== What you have to do ==
If a line in the data has the string "symbols", please show it.

== Data supplied ==

════════

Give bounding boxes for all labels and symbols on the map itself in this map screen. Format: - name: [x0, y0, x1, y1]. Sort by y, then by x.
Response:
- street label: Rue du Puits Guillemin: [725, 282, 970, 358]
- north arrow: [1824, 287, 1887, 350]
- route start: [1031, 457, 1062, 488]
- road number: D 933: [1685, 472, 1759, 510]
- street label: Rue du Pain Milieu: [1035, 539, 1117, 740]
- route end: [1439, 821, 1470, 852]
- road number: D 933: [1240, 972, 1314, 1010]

════════

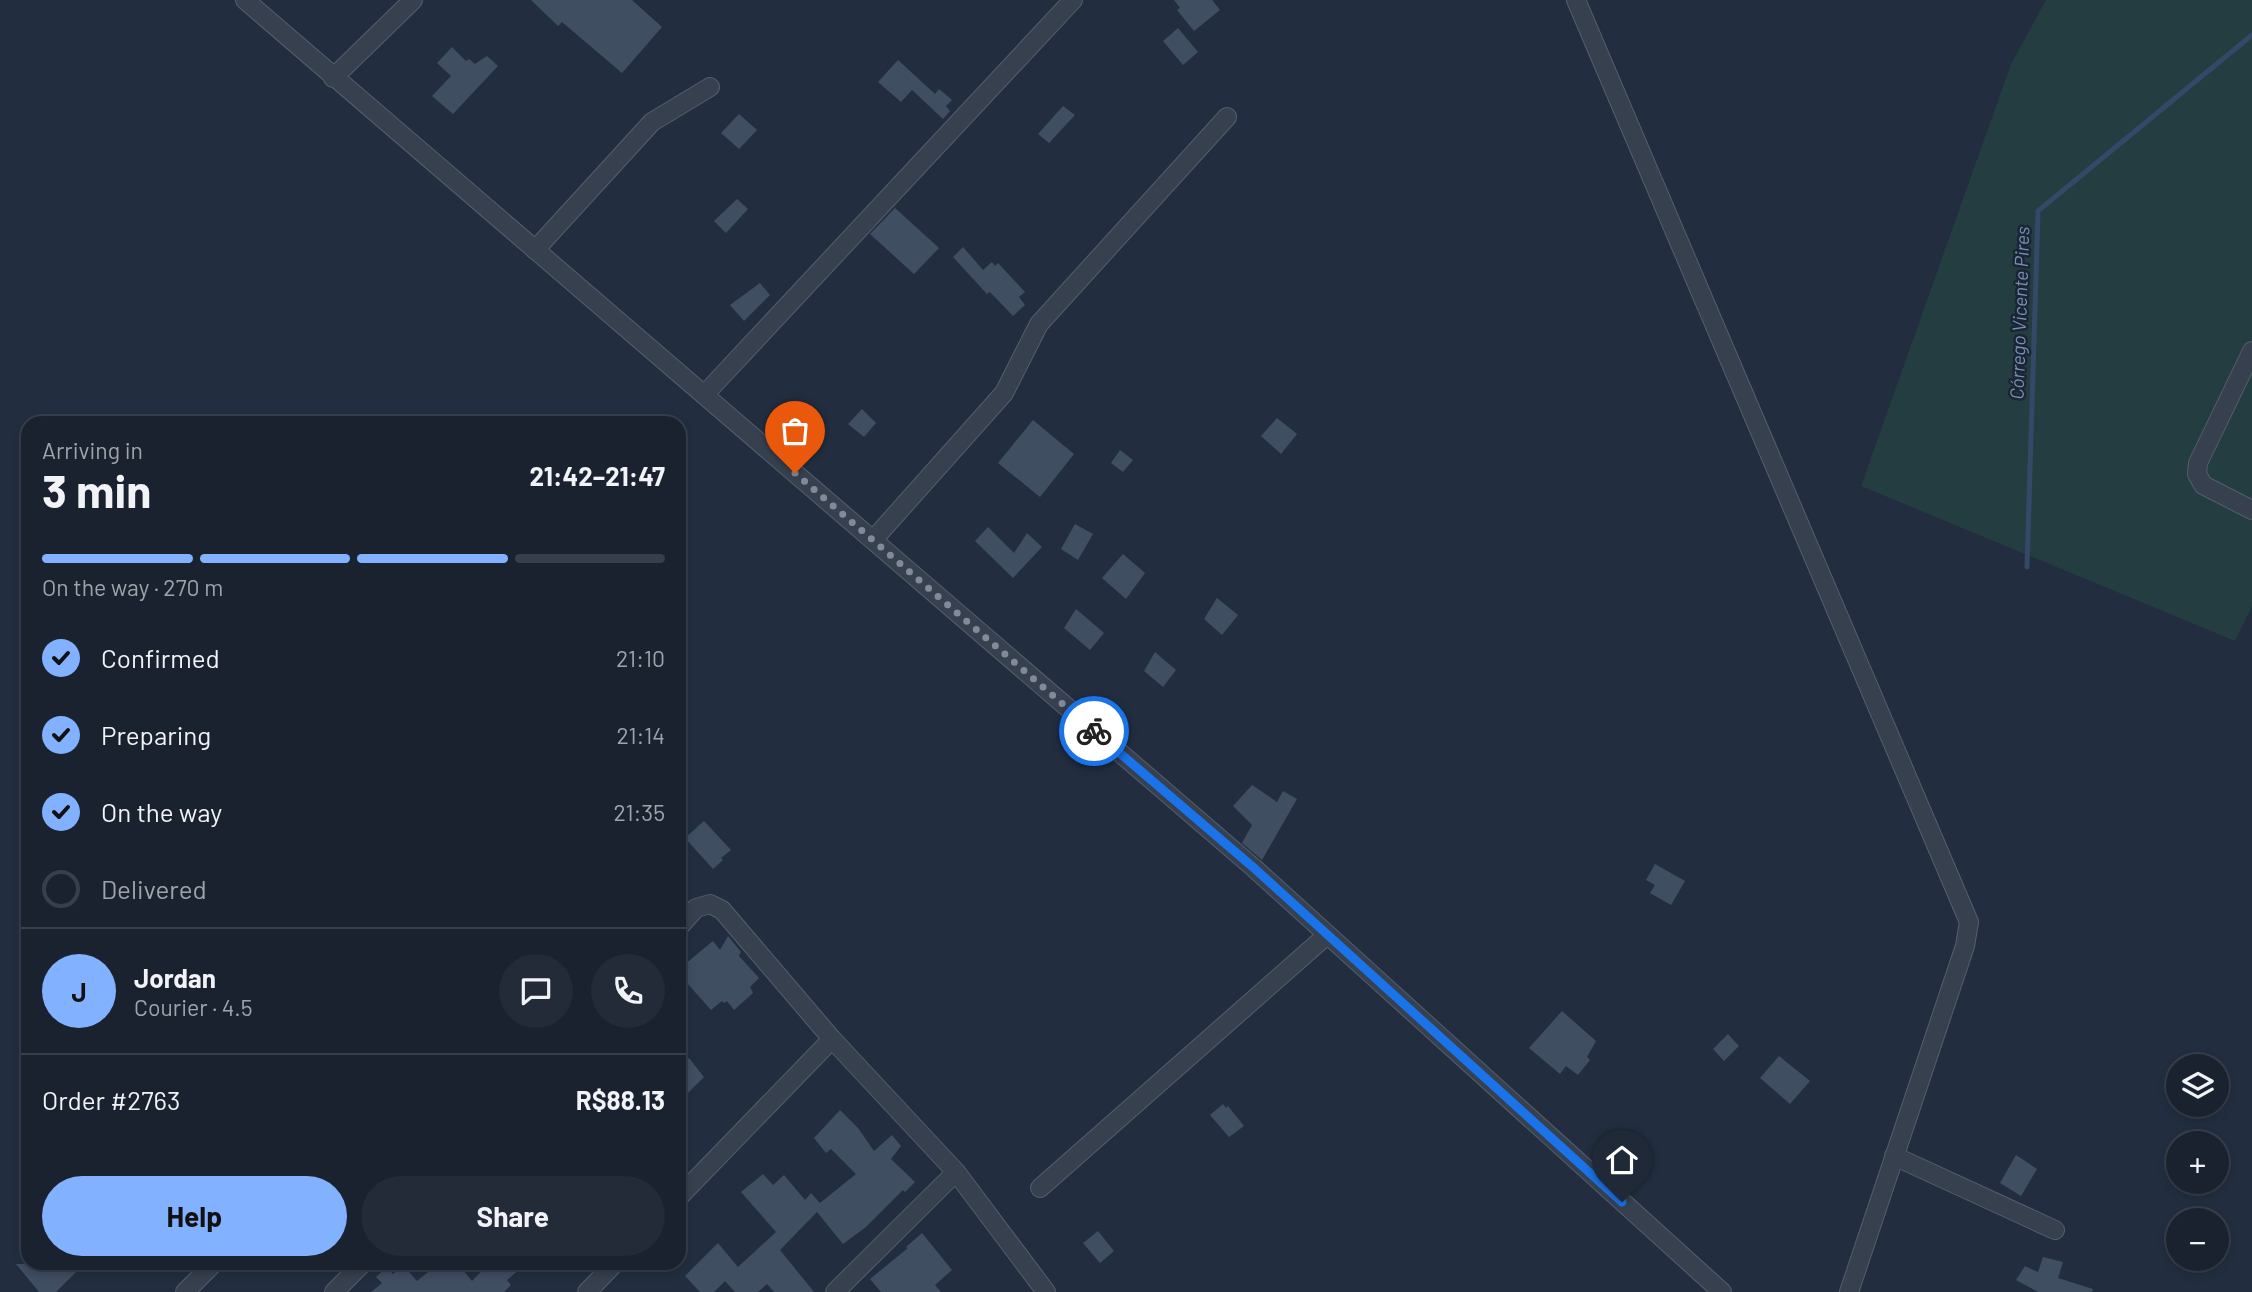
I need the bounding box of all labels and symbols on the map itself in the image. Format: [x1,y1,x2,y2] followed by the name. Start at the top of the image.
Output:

════════

== Written response ==
Give bounding boxes for all labels and symbols on the map itself in this map screen. Format: - name: [x0, y0, x1, y1]. Sort by y, then by x.
I need the bounding box of all labels and symbols on the map itself in the image. Format: [x1,y1,x2,y2] followed by the name. Start at the top of the image.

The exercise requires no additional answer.